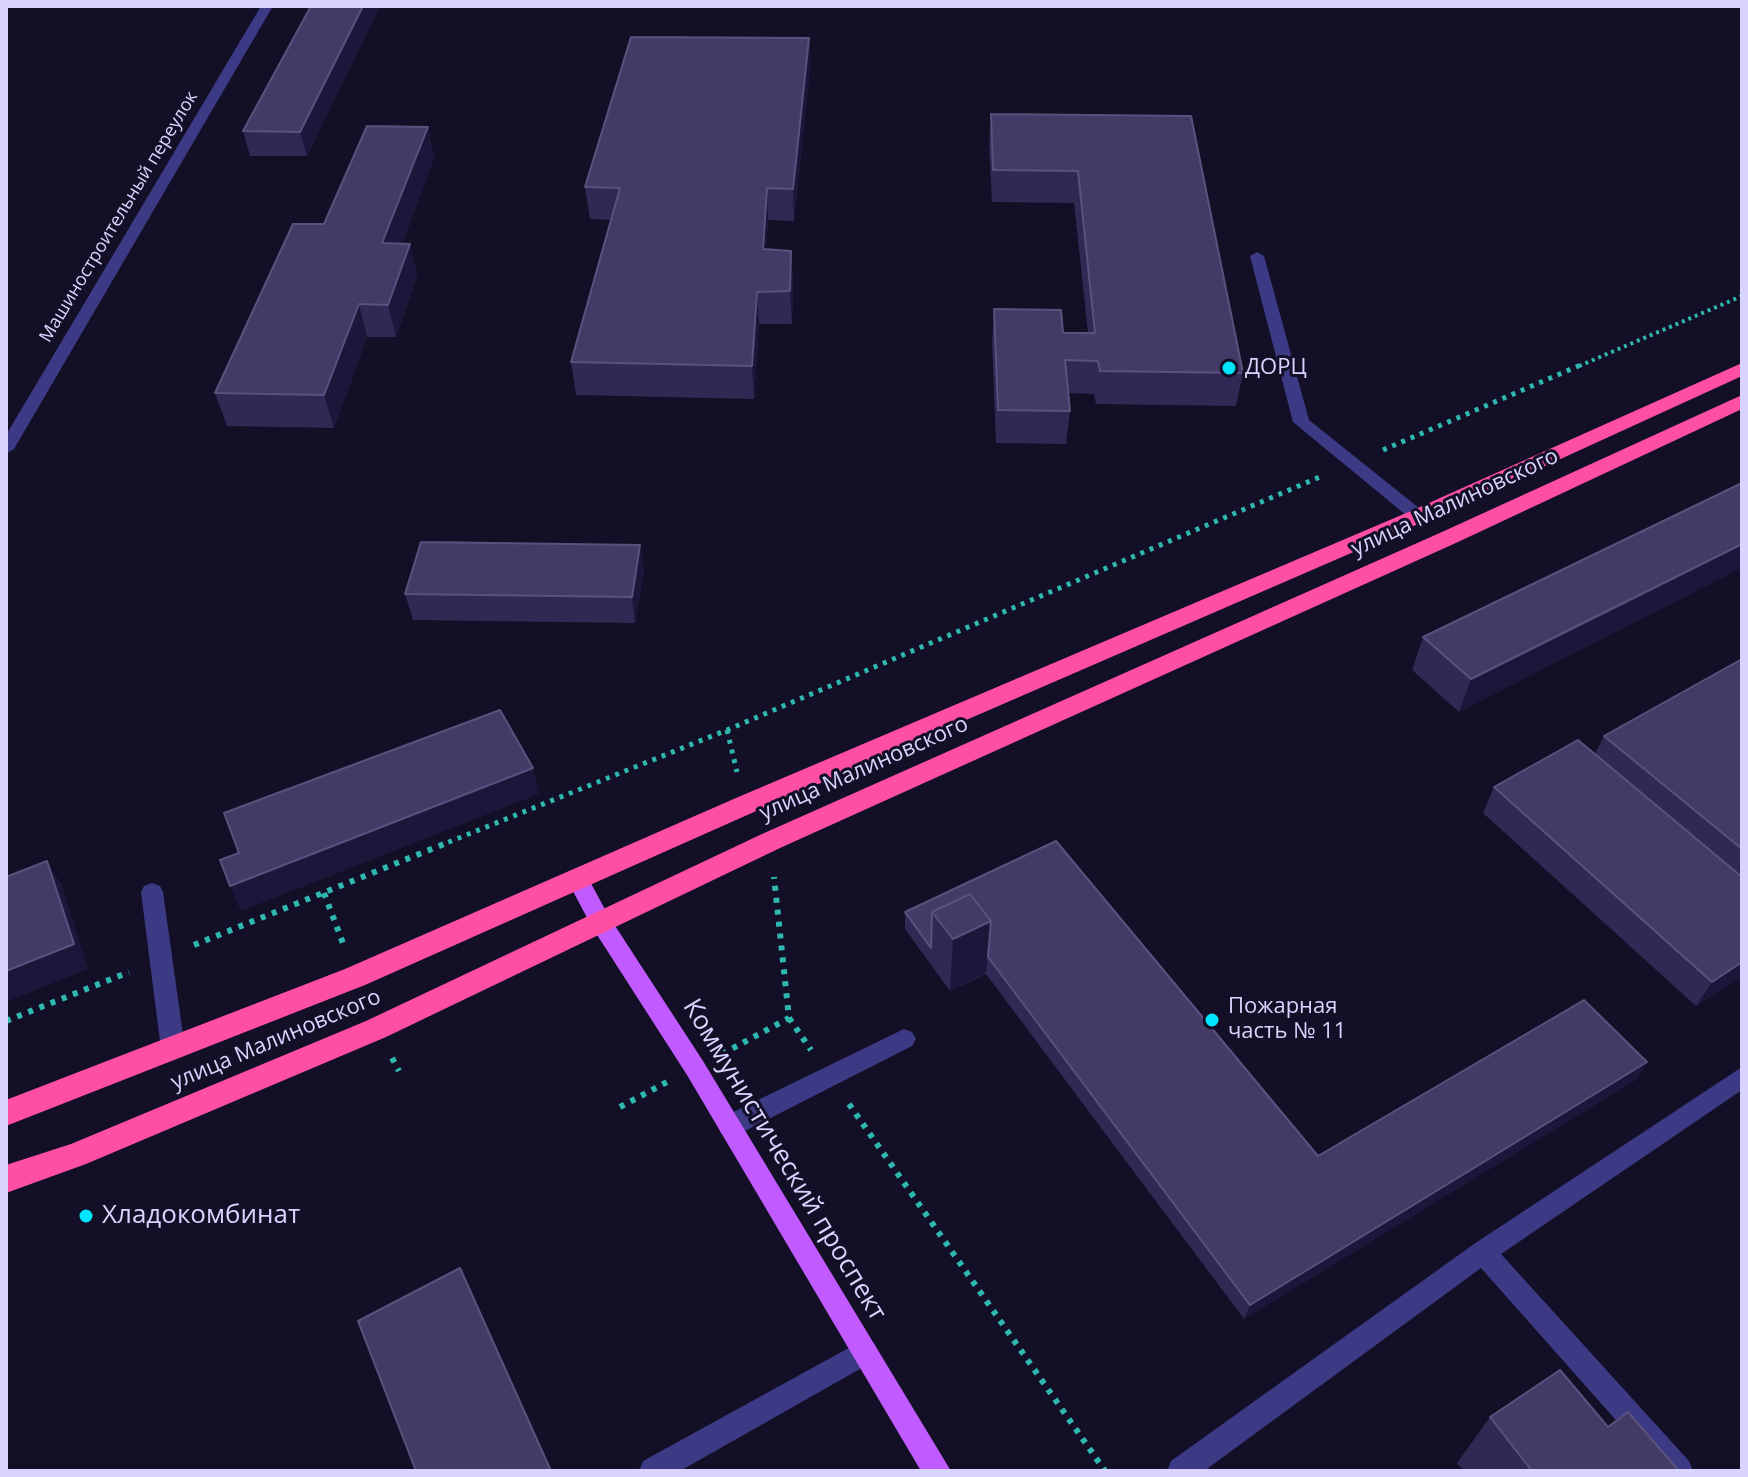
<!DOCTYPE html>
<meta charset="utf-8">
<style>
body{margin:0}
#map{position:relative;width:1748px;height:1477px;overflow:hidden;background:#130f26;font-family:"Open Sans",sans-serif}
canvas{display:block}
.frame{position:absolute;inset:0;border:8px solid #d9d4ff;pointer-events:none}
</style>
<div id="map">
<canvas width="1748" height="1477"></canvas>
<div class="frame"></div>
</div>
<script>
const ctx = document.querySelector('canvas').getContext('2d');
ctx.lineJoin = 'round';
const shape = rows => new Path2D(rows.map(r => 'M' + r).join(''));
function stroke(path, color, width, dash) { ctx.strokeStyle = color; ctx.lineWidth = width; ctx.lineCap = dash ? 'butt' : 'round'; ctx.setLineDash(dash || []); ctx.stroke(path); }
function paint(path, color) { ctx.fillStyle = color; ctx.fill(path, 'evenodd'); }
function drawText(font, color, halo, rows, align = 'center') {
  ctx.font = font + ' "Open Sans",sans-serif'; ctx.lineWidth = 6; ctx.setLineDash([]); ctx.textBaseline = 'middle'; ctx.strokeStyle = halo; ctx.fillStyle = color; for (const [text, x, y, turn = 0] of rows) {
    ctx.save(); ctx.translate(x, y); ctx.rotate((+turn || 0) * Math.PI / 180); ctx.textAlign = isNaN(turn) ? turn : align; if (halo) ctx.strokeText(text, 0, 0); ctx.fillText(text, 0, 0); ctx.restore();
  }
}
stroke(shape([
 [1579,366,1742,296]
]), '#2fb8b0', 4, [3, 4]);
stroke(shape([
 [1383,450,1583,364],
 [727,730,737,772],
 [439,846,727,730,1322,476]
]), '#2fb8b0', 5, [4, 6]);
stroke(shape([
 [324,893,344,946],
 [194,945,444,844],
 [789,1018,811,1050],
 [6,1021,129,972],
 [722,1054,789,1018,774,877],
 [392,1058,399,1071],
 [849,1104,1105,1471],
 [620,1107,667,1082]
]), '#2fb8b0', 6, [5, 7]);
paint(shape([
 [261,6,273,6,14,449,6,454,6,435,261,6],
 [1257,252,1264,256,1309,420,1424,512,1427,516,1424,520,1412,520,1293,422,1250,256,1257,252],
 [152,883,160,886,163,892,185,1049,181,1056,173,1059,165,1056,161,1049,141,892,144,886,152,883],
 [904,1029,912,1032,916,1039,912,1046,739,1134,730,1137,721,1134,718,1126,721,1118,904,1029],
 [1742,1067,1742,1090,1501,1254,1689,1461,1693,1471,1661,1471,1481,1268,1204,1471,1167,1471,1171,1461,1474,1244,1742,1067],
 [865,1339,874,1343,878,1352,874,1361,680,1471,639,1471,643,1461,865,1339]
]), '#3d3a85');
paint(shape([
 [578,871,586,874,608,915,703,1061,951,1471,921,1471,687,1075,592,927,567,880,570,874,578,871]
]), '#c25bff');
paint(shape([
 [1742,363,1742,376,1425,521,754,812,365,985,6,1126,6,1100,345,969,736,798,1411,511,1742,363],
 [1742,395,1742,409,1458,542,780,848,386,1037,86,1164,6,1193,6,1165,71,1144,366,1021,762,834,1442,532,1742,395]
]), '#ff4fa3');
paint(shape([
 [311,6,380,6,307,156,250,156,243,131],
 [809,38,810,68,794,221,768,220,766,249,791,251,793,283,792,324,759,324,754,399,576,395,571,362,611,220,590,219,585,187],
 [991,114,1191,116,1243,373,1236,406,1096,404,1094,394,1068,393,1070,411,1066,444,996,443,992,342,994,309,1063,333,1088,333,1074,203,992,202,989,145],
 [428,127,434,158,402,244,410,244,417,276,396,337,367,337,334,428,227,426,215,393,324,224],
 [1742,483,1459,712,1412,670,1423,637],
 [640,545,644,571,635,623,413,620,405,594],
 [1742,659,1742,976,1696,1006,1483,813,1494,787,1595,754,1604,736],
 [1056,841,1318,1156,1647,1062,1637,1079,1244,1319,986,974,950,991,905,929,905,912],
 [1490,1417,1608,1427,1679,1471,1464,1471,1457,1463]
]), '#312854');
paint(shape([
 [363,6,380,6,307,156,300,132],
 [809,38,810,68,794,221,793,189],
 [428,127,434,158,390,276,382,243],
 [767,188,768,220,764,281,763,249],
 [410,244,417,276,396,337,388,305],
 [791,251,793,283,792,324,790,291],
 [757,292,759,324,754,399,752,366],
 [359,304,367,337,334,428,324,395],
 [1742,544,1742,568,1459,712,1471,679],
 [640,545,644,571,635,623,632,597],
 [533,768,539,794,241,911,230,886],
 [47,861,62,886,88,969,6,1002,6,971],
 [991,921,986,973,950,991,953,939],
 [1742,962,1742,976,1696,1006,1712,982],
 [1647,1062,1637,1079,1244,1319,1250,1305]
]), '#1d163a');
const building = shape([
 [311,6,363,6,300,132,243,131,311,6],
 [631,37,809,38,793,189,767,188,763,249,791,251,790,291,757,292,752,366,571,362,620,188,585,187,631,37],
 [991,114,1191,116,1243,373,1100,371,1098,361,1065,360,1070,411,998,410,994,309,1061,310,1063,333,1095,333,1078,171,993,170,991,114],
 [367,126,428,127,382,243,410,244,388,305,359,304,324,395,215,393,293,224,324,224,367,126],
 [1742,483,1742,544,1471,679,1423,637,1742,483],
 [421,542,640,545,632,597,405,594,421,542],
 [1742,659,1742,849,1604,736,1742,659],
 [500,710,533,768,230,886,220,860,239,853,224,813,500,710],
 [1578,740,1742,877,1742,962,1712,982,1494,787,1578,740],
 [1056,841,1318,1156,1584,1000,1647,1062,1250,1305,988,957,991,921,970,894,932,912,931,948,905,912,1056,841],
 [47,861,74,944,6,971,6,877,47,861],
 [970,894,991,921,953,939,932,912,970,894],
 [460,1268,551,1471,416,1471,358,1321,460,1268],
 [1560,1370,1608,1427,1628,1412,1679,1471,1532,1471,1490,1417,1560,1370]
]);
paint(building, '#433a66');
stroke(building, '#5a527e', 2);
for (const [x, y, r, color] of [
 [1229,368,8,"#00e5ff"],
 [1212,1020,8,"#00e5ff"],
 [86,1216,8,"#00e5ff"]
]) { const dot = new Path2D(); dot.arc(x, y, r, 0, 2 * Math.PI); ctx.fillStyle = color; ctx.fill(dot); stroke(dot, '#130f26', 3); }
drawText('18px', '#d9d4ff', '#130f26', [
 ["Машиностроительный переулок",119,217,-59]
]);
drawText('22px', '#d9d4ff', '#130f26', [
 ["ДОРЦ",1245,368],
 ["Пожарная",1228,1007],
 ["часть № 11",1228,1032]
], 'left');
drawText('22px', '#d9d4ff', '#130f26', [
 ["улица Малиновского",1455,503,-25],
 ["улица Малиновского",864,769,-24],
 ["улица Малиновского",276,1040,-23]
]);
drawText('26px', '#d9d4ff', '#130f26', [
 ["Коммунистический проспект",784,1160,59]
]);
drawText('26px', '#d9d4ff', '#130f26', [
 ["Хладокомбинат",102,1216]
], 'left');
</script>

-.-.-

Reproduce exactly the entries from their first line through the line containing "function drawText(font, color, halo, rows, align", including both, and omit any pictures.

** Task response **
<!DOCTYPE html>
<meta charset="utf-8">
<style>
body{margin:0}
#map{position:relative;width:1748px;height:1477px;overflow:hidden;background:#130f26;font-family:"Open Sans",sans-serif}
canvas{display:block}
.frame{position:absolute;inset:0;border:8px solid #d9d4ff;pointer-events:none}
</style>
<div id="map">
<canvas width="1748" height="1477"></canvas>
<div class="frame"></div>
</div>
<script>
const ctx = document.querySelector('canvas').getContext('2d');
ctx.lineJoin = 'round';
const shape = rows => new Path2D(rows.map(r => 'M' + r).join(''));
function stroke(path, color, width, dash) { ctx.strokeStyle = color; ctx.lineWidth = width; ctx.lineCap = dash ? 'butt' : 'round'; ctx.setLineDash(dash || []); ctx.stroke(path); }
function paint(path, color) { ctx.fillStyle = color; ctx.fill(path, 'evenodd'); }
function drawText(font, color, halo, rows, align = 'center') {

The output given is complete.